As with most open-source development, a developer’s track record of contribution is viewed in the context of domain expertise when determining the merits of proposed changes, particularly in the case of mission-critical consensus code updates. While small enhancements are typically injected into the project-specific development workflow via a patch submission to the relevant issue tracker, larger enhancements are formalized through the BIP process. Modeled after the Python Enhancement Proposal(PEP) model, BIPs have their roots in a July 2000 commit written by Barry Warsaw in which he outlines how Python enhancements should be managed.

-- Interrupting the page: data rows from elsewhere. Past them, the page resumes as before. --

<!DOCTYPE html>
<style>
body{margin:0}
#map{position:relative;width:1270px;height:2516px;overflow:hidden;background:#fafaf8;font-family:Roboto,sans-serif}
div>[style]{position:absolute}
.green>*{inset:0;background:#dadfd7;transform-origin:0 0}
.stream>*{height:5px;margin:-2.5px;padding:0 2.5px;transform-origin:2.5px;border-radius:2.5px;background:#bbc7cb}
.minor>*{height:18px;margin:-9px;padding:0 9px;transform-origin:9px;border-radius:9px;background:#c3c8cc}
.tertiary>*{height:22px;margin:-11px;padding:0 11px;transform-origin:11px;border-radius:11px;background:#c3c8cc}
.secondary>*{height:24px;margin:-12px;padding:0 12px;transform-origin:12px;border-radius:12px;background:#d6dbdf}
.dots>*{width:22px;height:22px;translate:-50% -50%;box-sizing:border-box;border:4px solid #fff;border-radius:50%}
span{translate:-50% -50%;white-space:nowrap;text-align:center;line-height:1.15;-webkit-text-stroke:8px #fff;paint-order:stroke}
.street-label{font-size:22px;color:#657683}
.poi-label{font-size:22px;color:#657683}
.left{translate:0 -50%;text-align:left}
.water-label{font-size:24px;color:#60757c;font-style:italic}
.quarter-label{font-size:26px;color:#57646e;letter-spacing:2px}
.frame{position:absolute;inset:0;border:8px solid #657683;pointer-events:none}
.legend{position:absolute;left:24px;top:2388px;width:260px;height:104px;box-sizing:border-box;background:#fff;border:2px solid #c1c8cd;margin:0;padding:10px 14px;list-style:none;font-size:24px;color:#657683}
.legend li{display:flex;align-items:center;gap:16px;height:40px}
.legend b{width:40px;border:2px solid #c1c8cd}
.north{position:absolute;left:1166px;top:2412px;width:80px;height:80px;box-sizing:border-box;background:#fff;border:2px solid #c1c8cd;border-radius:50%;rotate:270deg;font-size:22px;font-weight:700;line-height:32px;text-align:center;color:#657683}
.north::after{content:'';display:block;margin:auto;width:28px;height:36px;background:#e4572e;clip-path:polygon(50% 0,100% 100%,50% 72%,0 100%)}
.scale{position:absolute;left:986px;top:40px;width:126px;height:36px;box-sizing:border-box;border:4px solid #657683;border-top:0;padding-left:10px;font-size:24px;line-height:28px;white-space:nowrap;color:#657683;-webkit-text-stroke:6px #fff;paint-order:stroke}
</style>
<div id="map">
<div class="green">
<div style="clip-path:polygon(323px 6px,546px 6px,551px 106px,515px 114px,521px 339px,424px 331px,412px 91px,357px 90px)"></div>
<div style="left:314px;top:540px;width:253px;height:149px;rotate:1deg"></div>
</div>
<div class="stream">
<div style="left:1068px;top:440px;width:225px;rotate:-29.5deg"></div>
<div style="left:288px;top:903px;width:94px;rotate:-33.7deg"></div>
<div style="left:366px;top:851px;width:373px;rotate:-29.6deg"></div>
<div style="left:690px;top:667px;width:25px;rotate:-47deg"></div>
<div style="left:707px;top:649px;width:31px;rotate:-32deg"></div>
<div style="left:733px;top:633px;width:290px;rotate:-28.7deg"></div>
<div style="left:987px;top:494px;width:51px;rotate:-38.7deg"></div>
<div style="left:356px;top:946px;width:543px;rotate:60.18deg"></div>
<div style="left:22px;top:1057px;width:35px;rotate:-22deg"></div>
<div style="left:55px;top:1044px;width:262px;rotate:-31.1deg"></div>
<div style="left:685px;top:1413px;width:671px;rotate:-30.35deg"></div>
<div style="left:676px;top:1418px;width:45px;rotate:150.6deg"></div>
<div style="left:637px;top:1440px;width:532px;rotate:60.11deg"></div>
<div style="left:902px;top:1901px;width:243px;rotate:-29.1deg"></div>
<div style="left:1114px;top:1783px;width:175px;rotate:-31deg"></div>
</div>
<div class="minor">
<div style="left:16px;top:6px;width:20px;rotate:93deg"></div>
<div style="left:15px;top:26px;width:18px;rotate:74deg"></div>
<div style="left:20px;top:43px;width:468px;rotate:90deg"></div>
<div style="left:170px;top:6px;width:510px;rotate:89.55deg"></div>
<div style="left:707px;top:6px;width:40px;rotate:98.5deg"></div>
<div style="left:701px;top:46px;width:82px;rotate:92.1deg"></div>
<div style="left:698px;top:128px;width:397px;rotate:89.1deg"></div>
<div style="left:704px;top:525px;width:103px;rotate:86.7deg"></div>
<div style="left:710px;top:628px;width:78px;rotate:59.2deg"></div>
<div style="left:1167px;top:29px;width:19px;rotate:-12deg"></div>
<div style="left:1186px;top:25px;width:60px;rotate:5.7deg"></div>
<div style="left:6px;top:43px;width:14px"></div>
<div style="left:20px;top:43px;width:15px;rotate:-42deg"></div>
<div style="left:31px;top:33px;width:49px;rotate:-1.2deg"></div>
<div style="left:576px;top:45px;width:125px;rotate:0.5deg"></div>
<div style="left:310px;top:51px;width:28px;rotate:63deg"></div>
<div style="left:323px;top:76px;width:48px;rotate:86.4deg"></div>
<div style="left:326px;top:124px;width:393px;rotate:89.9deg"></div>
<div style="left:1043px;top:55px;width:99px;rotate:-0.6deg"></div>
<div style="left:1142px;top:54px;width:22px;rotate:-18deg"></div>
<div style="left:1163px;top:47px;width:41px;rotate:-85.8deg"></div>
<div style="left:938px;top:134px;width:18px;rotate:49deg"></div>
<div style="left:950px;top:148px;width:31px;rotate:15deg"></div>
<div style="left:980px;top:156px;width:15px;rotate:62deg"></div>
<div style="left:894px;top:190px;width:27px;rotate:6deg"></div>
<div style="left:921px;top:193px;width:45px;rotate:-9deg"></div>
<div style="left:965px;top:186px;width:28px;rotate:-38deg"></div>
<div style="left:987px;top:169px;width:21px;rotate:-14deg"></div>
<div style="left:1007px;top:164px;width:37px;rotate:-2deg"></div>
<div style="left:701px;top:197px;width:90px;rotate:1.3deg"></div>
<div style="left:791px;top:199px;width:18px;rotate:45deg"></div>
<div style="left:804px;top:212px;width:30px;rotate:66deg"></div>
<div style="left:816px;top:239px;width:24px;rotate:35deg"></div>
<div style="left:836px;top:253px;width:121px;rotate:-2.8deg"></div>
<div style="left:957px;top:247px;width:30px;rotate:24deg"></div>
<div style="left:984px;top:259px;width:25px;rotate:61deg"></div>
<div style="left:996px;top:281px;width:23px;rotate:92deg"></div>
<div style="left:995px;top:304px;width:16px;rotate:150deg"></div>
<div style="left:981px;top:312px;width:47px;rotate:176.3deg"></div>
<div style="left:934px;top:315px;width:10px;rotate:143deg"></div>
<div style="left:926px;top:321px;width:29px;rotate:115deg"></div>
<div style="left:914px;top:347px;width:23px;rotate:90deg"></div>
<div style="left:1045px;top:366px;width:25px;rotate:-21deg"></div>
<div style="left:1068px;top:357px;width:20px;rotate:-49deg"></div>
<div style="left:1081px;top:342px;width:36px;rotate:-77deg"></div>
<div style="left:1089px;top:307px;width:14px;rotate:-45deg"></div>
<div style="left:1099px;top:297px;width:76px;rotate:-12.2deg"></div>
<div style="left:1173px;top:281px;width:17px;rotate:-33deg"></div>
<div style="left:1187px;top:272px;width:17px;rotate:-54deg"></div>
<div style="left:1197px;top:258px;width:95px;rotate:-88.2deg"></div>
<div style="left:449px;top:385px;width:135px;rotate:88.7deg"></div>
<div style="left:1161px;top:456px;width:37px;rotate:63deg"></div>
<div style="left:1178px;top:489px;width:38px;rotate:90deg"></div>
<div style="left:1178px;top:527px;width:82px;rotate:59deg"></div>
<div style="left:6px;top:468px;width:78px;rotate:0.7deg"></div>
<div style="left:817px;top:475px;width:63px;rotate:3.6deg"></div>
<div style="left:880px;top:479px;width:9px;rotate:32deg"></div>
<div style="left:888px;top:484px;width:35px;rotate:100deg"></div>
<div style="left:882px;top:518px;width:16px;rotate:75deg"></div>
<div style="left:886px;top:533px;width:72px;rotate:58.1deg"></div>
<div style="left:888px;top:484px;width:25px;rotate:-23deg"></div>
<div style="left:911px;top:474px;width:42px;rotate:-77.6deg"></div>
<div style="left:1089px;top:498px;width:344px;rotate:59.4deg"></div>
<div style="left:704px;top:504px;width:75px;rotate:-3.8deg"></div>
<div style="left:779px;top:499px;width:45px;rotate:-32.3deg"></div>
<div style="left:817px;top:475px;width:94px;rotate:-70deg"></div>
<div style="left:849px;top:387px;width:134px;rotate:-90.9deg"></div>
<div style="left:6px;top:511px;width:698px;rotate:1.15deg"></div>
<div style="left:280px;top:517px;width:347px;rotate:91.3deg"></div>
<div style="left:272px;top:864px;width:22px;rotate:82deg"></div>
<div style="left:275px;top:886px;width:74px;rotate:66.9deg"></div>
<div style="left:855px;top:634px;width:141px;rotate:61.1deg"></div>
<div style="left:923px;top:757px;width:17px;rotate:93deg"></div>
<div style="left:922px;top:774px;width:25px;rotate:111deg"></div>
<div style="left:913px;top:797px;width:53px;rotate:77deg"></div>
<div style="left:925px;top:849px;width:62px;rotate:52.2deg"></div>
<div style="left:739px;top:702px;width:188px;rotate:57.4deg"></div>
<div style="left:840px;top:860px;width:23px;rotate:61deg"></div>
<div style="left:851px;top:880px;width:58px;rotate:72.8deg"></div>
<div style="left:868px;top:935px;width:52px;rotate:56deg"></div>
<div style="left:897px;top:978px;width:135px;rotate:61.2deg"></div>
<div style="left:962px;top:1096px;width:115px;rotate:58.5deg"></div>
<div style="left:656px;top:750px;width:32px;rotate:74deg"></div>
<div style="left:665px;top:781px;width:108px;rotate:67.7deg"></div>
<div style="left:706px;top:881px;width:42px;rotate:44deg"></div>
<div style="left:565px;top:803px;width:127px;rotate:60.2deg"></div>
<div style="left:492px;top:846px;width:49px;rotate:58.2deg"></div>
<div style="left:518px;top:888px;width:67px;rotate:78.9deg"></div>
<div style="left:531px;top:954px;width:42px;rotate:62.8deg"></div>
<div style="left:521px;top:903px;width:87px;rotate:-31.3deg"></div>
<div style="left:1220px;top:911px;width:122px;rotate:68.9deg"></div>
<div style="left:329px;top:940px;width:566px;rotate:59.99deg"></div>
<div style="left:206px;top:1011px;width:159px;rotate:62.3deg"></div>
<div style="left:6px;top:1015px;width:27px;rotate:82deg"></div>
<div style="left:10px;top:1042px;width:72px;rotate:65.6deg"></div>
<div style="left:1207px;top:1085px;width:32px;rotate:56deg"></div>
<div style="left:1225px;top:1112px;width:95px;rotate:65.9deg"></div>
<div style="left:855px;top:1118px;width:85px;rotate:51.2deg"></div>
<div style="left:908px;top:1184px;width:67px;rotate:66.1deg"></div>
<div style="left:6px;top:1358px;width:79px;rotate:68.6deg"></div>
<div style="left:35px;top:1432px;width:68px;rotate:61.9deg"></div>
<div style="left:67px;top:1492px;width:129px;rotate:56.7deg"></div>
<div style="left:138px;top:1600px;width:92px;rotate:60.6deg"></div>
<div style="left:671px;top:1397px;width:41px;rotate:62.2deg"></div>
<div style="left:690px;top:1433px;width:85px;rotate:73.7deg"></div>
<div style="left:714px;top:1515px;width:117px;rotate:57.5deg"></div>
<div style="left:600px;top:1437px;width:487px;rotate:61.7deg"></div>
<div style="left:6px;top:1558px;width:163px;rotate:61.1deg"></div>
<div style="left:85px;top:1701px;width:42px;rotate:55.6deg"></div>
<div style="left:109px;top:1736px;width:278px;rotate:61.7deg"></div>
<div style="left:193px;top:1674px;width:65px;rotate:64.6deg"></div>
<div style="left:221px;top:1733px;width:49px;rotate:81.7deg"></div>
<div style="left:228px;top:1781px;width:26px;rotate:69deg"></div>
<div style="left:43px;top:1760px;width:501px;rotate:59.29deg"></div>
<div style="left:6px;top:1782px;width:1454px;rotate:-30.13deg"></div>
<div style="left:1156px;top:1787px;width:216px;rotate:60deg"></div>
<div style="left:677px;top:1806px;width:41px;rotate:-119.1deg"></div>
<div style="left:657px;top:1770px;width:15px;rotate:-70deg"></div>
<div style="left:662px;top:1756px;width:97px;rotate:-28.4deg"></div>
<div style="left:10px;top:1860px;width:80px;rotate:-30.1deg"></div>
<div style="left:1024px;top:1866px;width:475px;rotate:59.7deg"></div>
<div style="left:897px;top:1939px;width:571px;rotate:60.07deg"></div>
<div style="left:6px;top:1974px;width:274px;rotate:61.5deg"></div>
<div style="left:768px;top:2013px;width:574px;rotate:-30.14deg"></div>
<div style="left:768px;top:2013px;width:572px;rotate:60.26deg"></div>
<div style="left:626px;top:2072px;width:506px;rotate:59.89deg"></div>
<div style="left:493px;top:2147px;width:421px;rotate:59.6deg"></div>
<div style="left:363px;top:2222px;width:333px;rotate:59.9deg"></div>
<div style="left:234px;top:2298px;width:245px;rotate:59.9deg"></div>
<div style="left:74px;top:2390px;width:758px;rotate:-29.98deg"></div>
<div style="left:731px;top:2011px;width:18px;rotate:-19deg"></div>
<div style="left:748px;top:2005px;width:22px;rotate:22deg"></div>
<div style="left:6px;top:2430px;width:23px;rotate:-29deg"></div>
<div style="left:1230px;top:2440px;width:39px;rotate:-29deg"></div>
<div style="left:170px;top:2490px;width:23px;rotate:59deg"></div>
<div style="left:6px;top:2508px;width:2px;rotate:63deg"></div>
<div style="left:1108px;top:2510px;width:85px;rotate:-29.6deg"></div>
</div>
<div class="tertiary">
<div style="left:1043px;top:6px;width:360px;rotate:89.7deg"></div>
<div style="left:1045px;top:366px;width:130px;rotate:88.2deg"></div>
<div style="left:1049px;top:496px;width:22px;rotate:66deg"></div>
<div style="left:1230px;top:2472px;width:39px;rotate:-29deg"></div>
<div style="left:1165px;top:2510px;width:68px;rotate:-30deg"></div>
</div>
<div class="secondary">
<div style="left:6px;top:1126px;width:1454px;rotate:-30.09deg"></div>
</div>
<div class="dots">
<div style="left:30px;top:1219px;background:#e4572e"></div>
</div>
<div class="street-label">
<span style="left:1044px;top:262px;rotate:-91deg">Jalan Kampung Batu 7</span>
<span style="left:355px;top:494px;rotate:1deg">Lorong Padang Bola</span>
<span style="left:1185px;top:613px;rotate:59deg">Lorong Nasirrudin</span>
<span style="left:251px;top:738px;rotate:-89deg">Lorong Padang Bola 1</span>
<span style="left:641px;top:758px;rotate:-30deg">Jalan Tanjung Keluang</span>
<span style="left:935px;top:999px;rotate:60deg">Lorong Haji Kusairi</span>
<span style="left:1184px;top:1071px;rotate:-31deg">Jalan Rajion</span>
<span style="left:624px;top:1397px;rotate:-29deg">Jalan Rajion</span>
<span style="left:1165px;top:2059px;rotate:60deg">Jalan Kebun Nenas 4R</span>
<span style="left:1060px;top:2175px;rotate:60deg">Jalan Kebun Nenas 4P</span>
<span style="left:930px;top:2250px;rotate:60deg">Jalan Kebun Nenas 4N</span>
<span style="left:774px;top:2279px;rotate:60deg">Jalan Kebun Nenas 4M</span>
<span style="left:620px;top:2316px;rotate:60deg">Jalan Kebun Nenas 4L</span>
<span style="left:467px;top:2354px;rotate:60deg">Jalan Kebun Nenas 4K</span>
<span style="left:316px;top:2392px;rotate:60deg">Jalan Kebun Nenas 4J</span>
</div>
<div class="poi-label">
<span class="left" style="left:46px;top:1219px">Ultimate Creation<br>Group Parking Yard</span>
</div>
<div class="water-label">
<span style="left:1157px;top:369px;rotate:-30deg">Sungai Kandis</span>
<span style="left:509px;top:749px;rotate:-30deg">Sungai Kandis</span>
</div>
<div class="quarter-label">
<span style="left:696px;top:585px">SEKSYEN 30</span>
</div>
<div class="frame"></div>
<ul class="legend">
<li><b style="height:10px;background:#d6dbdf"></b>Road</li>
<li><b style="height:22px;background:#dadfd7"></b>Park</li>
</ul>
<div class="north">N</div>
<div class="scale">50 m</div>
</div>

Indeed, there are many sections of the BIP framework that have been copied nearly word for word from the PEP framework, suggesting that developers have been paving the way for Bitcoin’s governance model for several years leading up to the protocol release in January 2009.

The primary difference between Python’s PEPs and Bitcoin’s BIPs relates to the removal of the ‘final authority’ construct that was included in the PEP process. In the PEP framework, a ‘BDFL’ or ‘Benevolent Dictator for Life’ is defined and refers to Guido van Rossum, the original creator of, and the final design authority for, the Python programming language. Irrespective of the decision to exclude this feature in the BIP framework, the BDFL model has worked quite well historically. Prominent examples include the creator of Linux, Linus Torvalds, and the creator of the widely-used Python data science library Pandas, Wes McKinney. In the BIP model, this final authority construct is diminished, instead appointing an ‘editor’ who fulfills administrative and editorial responsibilities without any absolute authority.

The decision to eliminate the BDFL element in the Bitcoin protocol carries profound implications. Despite the unparalleled success of Bitcoin, many stakeholders and observers argue that Bitcoin’s lack of formal governance is suboptimal given the difficulty associated with reaching consensus on proposed protocol enhancements. Most notably, Bitcoin stakeholders engaged in a contentious multi-year debate on how best to scale the network’s transaction capacity. This process ultimately resulted in the Bitcoin Cash fork, which aims to scale transaction throughput by increasing the base block size. Furthermore, some suggest Bitcoin’s governance structure has room for improvement given the absence of any institutional framework that is capable of accommodating the political and social aspects inherent in Bitcoin’s technocratic power structure. In contrast, others argue that this lack of formal governance is one of the key features that has made Bitcoin so successful, arguing that the right to fork the code is an intentional and sufficient form of governance in itself. In fact, many believe forking represents the single most important tool for guaranteeing ecosystem sustainability in the long term.